From the records below, copy the lines that include "lane".

================

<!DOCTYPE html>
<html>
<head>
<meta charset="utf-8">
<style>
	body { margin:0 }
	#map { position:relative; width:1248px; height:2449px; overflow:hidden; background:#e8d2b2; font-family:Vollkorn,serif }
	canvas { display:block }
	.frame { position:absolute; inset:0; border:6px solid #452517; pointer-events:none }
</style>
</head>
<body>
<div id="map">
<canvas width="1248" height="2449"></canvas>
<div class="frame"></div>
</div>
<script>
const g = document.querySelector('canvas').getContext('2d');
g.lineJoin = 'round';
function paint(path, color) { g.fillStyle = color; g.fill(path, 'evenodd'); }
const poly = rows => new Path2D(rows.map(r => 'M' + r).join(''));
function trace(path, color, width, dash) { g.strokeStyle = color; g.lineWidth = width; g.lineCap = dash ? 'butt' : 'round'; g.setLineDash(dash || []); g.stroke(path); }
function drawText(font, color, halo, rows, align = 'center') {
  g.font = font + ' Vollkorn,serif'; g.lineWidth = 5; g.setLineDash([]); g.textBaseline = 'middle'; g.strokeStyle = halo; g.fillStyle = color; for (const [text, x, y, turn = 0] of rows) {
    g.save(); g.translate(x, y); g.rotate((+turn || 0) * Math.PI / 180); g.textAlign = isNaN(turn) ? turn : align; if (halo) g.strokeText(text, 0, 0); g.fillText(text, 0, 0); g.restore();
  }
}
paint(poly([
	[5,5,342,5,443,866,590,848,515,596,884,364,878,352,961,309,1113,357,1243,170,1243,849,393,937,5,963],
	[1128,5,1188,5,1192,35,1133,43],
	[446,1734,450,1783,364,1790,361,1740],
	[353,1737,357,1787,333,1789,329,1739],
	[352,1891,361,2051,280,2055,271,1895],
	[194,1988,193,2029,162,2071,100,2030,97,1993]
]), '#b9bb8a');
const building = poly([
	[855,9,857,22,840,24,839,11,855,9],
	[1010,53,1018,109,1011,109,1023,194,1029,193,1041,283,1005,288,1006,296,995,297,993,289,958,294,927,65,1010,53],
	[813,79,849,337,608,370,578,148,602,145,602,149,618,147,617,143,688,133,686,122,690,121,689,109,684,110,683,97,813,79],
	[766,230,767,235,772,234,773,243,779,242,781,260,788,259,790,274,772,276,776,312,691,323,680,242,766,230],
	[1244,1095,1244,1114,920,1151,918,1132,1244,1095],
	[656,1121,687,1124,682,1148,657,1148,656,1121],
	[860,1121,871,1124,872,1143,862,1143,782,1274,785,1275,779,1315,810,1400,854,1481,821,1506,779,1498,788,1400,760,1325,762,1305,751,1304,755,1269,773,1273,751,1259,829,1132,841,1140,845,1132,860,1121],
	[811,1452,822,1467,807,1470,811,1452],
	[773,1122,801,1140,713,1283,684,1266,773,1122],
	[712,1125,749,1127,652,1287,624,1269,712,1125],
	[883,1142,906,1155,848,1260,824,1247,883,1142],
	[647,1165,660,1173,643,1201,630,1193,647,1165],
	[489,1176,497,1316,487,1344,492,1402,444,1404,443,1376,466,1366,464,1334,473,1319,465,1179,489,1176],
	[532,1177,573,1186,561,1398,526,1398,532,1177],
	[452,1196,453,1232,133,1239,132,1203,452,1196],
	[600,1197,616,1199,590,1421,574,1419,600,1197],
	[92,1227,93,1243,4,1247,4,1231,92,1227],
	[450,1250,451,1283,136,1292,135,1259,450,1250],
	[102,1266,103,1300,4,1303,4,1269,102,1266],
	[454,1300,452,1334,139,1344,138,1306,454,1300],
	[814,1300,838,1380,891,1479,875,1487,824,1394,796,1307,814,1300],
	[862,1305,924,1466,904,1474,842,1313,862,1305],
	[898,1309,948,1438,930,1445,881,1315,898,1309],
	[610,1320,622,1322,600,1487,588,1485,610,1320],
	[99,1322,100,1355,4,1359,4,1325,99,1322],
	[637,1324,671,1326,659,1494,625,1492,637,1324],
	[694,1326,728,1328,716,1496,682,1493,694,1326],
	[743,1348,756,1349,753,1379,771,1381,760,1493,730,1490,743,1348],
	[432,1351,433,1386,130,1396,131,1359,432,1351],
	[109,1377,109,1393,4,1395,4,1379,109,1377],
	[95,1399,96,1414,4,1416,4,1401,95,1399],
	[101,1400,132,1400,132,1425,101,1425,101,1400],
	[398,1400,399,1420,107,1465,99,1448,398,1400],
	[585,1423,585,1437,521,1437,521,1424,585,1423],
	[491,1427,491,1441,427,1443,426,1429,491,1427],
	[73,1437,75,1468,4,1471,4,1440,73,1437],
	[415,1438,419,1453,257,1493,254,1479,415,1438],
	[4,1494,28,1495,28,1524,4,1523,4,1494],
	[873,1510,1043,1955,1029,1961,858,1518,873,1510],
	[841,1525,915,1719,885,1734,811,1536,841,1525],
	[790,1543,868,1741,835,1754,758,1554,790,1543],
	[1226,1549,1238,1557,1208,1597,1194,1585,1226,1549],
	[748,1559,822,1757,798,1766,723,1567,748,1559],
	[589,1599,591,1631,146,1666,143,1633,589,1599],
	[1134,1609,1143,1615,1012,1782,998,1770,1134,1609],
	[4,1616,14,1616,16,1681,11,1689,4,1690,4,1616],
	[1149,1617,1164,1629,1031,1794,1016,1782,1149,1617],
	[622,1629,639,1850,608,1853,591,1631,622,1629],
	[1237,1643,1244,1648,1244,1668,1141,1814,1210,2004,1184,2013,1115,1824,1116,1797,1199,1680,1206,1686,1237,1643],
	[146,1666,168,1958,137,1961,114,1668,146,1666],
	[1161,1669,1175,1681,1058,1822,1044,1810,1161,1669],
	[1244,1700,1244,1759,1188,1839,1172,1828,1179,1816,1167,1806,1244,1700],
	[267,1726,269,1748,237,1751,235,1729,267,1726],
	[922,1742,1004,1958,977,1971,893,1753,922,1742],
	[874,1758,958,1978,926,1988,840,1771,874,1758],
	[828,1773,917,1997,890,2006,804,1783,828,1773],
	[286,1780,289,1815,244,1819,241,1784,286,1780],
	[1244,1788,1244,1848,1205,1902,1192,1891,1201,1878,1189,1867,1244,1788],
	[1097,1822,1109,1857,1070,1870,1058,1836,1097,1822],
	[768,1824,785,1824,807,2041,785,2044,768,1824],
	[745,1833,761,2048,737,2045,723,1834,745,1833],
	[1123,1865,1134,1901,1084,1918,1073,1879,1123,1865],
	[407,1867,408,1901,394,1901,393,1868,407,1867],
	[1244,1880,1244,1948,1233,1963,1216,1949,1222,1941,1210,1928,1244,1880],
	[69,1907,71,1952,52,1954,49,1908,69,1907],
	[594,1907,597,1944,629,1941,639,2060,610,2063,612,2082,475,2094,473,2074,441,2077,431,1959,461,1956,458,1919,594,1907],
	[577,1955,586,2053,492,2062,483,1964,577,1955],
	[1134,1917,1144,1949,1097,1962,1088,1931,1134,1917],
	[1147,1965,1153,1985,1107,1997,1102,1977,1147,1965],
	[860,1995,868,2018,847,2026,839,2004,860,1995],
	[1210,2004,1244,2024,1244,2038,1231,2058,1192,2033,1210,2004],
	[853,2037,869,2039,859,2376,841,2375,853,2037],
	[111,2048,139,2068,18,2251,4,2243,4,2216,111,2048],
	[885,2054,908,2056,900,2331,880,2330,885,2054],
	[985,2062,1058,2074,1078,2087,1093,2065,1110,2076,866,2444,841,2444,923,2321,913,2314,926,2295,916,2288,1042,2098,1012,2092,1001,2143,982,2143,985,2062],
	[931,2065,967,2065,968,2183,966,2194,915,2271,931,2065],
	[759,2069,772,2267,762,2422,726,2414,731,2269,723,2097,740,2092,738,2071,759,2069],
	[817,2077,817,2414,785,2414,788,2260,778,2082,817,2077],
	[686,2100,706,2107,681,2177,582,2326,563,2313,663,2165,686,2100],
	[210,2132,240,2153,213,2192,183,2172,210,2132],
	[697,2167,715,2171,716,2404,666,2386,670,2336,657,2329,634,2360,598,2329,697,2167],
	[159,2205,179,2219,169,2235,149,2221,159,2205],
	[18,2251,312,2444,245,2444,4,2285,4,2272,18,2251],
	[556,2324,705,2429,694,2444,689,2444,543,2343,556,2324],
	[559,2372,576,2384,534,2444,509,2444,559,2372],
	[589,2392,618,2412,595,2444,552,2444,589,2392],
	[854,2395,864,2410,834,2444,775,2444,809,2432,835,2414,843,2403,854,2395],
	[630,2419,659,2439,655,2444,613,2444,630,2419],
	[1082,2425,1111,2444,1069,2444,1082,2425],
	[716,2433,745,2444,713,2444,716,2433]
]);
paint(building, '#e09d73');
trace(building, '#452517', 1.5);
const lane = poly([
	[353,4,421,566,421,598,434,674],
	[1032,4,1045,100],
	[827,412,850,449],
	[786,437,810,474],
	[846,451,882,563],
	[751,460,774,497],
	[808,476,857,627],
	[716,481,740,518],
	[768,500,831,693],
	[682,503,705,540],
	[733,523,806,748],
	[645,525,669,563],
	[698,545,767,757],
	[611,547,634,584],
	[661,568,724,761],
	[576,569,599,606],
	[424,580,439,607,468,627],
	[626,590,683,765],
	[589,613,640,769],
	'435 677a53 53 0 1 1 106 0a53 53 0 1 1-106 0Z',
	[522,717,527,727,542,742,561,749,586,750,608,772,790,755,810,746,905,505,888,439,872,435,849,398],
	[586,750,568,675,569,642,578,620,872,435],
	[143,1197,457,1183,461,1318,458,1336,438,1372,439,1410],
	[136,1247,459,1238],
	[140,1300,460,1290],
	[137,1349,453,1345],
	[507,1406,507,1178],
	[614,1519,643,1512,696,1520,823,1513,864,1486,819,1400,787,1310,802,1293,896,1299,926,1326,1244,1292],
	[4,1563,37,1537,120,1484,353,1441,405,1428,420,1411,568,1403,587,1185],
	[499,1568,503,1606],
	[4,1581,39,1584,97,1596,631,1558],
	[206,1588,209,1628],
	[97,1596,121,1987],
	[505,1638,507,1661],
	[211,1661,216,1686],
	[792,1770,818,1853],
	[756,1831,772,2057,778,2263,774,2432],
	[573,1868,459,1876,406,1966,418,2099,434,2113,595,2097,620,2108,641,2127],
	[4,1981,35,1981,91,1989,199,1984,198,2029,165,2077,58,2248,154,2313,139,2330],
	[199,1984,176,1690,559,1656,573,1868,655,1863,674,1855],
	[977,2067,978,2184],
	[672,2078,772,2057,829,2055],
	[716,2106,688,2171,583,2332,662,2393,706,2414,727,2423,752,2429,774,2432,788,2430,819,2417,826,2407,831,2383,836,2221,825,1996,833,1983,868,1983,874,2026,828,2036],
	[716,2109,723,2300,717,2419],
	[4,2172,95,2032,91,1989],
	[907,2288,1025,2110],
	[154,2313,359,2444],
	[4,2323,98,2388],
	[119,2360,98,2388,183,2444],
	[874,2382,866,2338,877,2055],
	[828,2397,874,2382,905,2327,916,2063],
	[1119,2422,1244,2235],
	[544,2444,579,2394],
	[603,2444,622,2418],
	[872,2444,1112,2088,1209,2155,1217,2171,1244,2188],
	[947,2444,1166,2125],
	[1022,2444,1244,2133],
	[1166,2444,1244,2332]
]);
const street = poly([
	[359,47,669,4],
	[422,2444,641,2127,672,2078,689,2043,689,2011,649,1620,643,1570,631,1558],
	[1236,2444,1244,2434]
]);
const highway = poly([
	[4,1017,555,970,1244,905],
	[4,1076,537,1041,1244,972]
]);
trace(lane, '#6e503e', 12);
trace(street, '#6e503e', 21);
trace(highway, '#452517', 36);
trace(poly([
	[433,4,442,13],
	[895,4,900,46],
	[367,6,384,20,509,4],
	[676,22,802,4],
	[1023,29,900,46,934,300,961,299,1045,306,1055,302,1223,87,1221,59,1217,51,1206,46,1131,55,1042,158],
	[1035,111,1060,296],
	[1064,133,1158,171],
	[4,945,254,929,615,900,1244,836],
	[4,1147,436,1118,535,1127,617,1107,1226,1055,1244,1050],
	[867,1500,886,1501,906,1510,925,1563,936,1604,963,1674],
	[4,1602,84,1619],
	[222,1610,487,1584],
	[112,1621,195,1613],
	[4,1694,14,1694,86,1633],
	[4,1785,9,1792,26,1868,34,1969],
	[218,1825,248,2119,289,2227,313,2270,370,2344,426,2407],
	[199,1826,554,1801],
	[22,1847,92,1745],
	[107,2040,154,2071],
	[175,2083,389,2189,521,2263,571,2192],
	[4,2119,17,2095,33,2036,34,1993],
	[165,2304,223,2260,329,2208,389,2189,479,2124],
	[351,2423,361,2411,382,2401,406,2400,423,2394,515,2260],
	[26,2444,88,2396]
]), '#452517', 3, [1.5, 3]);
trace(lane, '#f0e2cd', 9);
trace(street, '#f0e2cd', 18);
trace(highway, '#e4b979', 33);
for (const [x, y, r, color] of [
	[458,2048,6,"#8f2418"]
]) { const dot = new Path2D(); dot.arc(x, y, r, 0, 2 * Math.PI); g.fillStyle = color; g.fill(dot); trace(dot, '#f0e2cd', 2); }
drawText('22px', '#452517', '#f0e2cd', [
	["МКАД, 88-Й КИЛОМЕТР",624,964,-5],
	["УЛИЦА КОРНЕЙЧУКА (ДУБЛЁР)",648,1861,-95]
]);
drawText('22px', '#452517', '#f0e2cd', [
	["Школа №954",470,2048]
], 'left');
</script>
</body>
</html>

================

**Output of the exercise**
const lane = poly([
trace(lane, '#6e503e', 12);
trace(lane, '#f0e2cd', 9);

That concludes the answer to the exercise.